● **Your objective**: Please give back word for word the lines below, from the first one through the one with "Map reading. Dump".

● **Input records**:
##########

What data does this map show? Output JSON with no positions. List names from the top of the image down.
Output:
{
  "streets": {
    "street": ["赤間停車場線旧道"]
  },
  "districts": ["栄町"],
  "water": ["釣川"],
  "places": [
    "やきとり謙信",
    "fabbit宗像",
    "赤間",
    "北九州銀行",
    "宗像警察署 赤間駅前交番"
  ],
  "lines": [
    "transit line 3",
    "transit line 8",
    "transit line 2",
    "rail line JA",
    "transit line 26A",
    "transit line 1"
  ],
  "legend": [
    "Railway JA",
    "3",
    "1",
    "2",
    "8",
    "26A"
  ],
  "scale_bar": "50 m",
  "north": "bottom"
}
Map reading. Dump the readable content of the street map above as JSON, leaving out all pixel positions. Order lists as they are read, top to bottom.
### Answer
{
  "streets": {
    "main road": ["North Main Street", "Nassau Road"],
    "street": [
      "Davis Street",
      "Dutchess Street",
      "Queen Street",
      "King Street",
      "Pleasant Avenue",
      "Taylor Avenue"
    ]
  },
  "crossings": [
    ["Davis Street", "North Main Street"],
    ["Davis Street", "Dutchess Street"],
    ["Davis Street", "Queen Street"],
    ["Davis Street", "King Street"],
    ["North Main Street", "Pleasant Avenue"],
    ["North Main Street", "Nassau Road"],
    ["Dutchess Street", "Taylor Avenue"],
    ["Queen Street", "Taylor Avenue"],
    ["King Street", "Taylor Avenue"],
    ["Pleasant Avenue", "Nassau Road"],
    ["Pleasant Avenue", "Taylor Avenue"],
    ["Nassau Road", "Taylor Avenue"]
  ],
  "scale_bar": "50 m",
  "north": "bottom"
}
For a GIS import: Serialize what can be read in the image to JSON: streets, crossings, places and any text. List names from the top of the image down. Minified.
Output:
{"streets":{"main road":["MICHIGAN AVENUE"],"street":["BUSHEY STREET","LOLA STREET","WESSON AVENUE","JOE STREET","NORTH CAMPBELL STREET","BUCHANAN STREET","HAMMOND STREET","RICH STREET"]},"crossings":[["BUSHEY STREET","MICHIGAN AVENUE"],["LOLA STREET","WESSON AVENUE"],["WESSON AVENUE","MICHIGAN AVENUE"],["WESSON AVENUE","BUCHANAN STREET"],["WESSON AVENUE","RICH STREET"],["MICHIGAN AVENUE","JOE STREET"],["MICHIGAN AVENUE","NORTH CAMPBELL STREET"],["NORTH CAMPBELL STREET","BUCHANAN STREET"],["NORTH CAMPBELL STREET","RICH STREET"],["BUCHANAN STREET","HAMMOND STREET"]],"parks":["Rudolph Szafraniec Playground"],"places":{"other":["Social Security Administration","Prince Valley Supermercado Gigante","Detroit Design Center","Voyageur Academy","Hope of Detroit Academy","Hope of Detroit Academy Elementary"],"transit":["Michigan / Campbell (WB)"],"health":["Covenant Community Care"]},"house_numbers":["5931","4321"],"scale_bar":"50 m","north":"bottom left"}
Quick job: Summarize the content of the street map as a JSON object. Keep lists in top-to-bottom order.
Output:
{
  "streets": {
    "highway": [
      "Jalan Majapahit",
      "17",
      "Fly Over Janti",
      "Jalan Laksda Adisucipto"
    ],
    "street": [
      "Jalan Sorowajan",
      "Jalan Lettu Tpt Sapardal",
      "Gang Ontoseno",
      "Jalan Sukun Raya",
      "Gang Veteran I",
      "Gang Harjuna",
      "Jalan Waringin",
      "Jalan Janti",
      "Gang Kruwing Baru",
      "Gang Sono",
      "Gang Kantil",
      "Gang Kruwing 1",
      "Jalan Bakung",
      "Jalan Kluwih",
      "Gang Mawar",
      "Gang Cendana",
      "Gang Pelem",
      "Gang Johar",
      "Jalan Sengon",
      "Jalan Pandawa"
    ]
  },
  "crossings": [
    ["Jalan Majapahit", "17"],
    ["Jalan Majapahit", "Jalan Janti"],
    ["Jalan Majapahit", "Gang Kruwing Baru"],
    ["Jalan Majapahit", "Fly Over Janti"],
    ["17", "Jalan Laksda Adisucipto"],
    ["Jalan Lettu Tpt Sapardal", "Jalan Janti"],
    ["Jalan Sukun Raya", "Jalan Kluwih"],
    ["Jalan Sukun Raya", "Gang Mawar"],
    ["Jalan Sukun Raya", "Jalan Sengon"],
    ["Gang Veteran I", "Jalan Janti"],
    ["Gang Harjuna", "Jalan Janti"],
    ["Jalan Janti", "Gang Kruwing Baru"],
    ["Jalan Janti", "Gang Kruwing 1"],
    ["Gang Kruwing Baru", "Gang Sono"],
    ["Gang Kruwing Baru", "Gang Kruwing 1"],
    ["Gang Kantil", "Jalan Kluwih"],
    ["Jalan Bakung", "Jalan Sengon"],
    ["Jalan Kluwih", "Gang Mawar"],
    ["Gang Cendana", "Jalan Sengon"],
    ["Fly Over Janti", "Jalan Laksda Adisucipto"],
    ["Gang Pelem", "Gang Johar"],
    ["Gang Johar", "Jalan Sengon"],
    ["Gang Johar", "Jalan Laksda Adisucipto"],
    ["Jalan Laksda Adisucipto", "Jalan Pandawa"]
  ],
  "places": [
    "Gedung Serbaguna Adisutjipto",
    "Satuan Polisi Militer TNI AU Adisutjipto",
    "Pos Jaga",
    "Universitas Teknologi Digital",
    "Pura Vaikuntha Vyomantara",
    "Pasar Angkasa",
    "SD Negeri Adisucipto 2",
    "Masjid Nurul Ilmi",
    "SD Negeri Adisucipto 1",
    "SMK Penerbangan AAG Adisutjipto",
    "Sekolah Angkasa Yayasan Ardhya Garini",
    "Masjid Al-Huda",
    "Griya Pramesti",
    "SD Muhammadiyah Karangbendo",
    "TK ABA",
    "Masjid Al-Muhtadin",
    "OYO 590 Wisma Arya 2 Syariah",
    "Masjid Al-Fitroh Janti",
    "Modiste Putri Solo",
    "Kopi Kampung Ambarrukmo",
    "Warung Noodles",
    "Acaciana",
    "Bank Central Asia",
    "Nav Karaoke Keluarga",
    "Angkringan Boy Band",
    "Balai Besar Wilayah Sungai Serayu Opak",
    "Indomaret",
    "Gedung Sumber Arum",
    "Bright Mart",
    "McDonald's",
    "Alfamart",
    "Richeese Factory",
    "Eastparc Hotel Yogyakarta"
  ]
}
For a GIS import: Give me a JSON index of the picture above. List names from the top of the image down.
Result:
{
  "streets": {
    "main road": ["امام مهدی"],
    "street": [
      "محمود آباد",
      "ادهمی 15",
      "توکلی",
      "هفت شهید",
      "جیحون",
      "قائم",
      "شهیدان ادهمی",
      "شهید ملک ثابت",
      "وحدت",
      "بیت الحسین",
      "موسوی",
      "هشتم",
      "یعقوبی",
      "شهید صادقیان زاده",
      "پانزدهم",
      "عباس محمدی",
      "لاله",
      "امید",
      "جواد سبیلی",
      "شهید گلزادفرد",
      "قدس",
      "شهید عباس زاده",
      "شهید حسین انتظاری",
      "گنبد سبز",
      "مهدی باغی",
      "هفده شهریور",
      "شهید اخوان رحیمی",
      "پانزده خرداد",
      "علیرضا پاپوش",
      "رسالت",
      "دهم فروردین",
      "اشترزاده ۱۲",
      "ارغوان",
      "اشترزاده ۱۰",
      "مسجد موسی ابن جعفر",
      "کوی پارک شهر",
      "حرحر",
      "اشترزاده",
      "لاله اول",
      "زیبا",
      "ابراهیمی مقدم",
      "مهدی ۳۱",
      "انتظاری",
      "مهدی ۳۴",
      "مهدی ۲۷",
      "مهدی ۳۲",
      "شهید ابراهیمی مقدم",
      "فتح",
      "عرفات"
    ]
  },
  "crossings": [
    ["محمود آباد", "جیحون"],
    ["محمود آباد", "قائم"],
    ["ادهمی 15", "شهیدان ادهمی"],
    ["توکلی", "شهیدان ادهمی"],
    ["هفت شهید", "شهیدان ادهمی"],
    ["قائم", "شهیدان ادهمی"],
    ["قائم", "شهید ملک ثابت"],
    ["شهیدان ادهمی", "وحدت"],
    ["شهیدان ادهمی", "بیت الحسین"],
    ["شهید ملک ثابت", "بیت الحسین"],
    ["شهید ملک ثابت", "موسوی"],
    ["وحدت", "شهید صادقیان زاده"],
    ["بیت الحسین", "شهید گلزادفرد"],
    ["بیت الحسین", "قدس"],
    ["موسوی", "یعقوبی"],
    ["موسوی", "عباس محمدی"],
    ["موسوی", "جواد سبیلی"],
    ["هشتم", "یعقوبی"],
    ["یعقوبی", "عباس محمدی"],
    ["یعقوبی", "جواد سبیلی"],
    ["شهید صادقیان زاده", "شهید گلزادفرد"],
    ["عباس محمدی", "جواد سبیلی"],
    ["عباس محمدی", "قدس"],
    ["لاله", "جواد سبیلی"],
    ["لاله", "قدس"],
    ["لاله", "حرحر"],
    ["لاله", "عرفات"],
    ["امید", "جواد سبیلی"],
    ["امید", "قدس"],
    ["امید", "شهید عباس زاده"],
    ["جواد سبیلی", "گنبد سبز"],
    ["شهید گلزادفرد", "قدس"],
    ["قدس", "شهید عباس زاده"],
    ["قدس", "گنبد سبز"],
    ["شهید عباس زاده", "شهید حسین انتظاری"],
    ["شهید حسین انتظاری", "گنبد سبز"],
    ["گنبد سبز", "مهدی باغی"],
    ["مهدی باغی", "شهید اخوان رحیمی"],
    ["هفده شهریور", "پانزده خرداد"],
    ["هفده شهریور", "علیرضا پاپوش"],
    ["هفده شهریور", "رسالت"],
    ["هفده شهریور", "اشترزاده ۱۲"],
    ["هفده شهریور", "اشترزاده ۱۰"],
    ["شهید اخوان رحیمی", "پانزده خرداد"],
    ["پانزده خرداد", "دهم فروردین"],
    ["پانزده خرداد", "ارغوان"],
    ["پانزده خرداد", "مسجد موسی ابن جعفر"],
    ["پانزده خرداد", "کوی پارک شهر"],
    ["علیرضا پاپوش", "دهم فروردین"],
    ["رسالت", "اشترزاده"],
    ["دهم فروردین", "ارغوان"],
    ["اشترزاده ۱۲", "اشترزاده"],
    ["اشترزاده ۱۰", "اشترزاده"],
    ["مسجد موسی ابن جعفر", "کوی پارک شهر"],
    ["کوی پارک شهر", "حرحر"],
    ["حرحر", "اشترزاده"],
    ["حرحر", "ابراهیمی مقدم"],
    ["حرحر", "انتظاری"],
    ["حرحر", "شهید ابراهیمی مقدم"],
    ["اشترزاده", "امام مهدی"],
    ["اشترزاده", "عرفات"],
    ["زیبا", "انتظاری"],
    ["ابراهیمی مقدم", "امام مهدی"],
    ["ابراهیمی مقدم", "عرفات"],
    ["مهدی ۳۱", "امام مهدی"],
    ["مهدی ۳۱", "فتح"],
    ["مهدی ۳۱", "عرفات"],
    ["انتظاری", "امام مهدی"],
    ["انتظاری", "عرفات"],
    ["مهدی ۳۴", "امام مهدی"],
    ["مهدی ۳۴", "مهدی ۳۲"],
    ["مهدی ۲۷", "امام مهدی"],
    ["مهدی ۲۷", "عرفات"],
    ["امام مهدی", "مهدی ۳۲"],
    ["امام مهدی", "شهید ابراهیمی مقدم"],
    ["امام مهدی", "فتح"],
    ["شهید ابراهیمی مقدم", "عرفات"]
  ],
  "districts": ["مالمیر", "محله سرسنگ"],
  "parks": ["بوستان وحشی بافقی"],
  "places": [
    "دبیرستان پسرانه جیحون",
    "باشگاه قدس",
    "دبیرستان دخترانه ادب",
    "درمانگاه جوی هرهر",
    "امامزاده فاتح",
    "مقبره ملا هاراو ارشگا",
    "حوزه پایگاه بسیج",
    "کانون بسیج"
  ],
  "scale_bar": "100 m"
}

##########

● **Answer space**:
What data does this map show? Output JSON with no positions. List names from the top of the image down.
Output:
{
  "streets": {
    "street": ["赤間停車場線旧道"]
  },
  "districts": ["栄町"],
  "water": ["釣川"],
  "places": [
    "やきとり謙信",
    "fabbit宗像",
    "赤間",
    "北九州銀行",
    "宗像警察署 赤間駅前交番"
  ],
  "lines": [
    "transit line 3",
    "transit line 8",
    "transit line 2",
    "rail line JA",
    "transit line 26A",
    "transit line 1"
  ],
  "legend": [
    "Railway JA",
    "3",
    "1",
    "2",
    "8",
    "26A"
  ],
  "scale_bar": "50 m",
  "north": "bottom"
}
Map reading. Dump the readable content of the street map above as JSON, leaving out all pixel positions. Order lists as they are read, top to bottom.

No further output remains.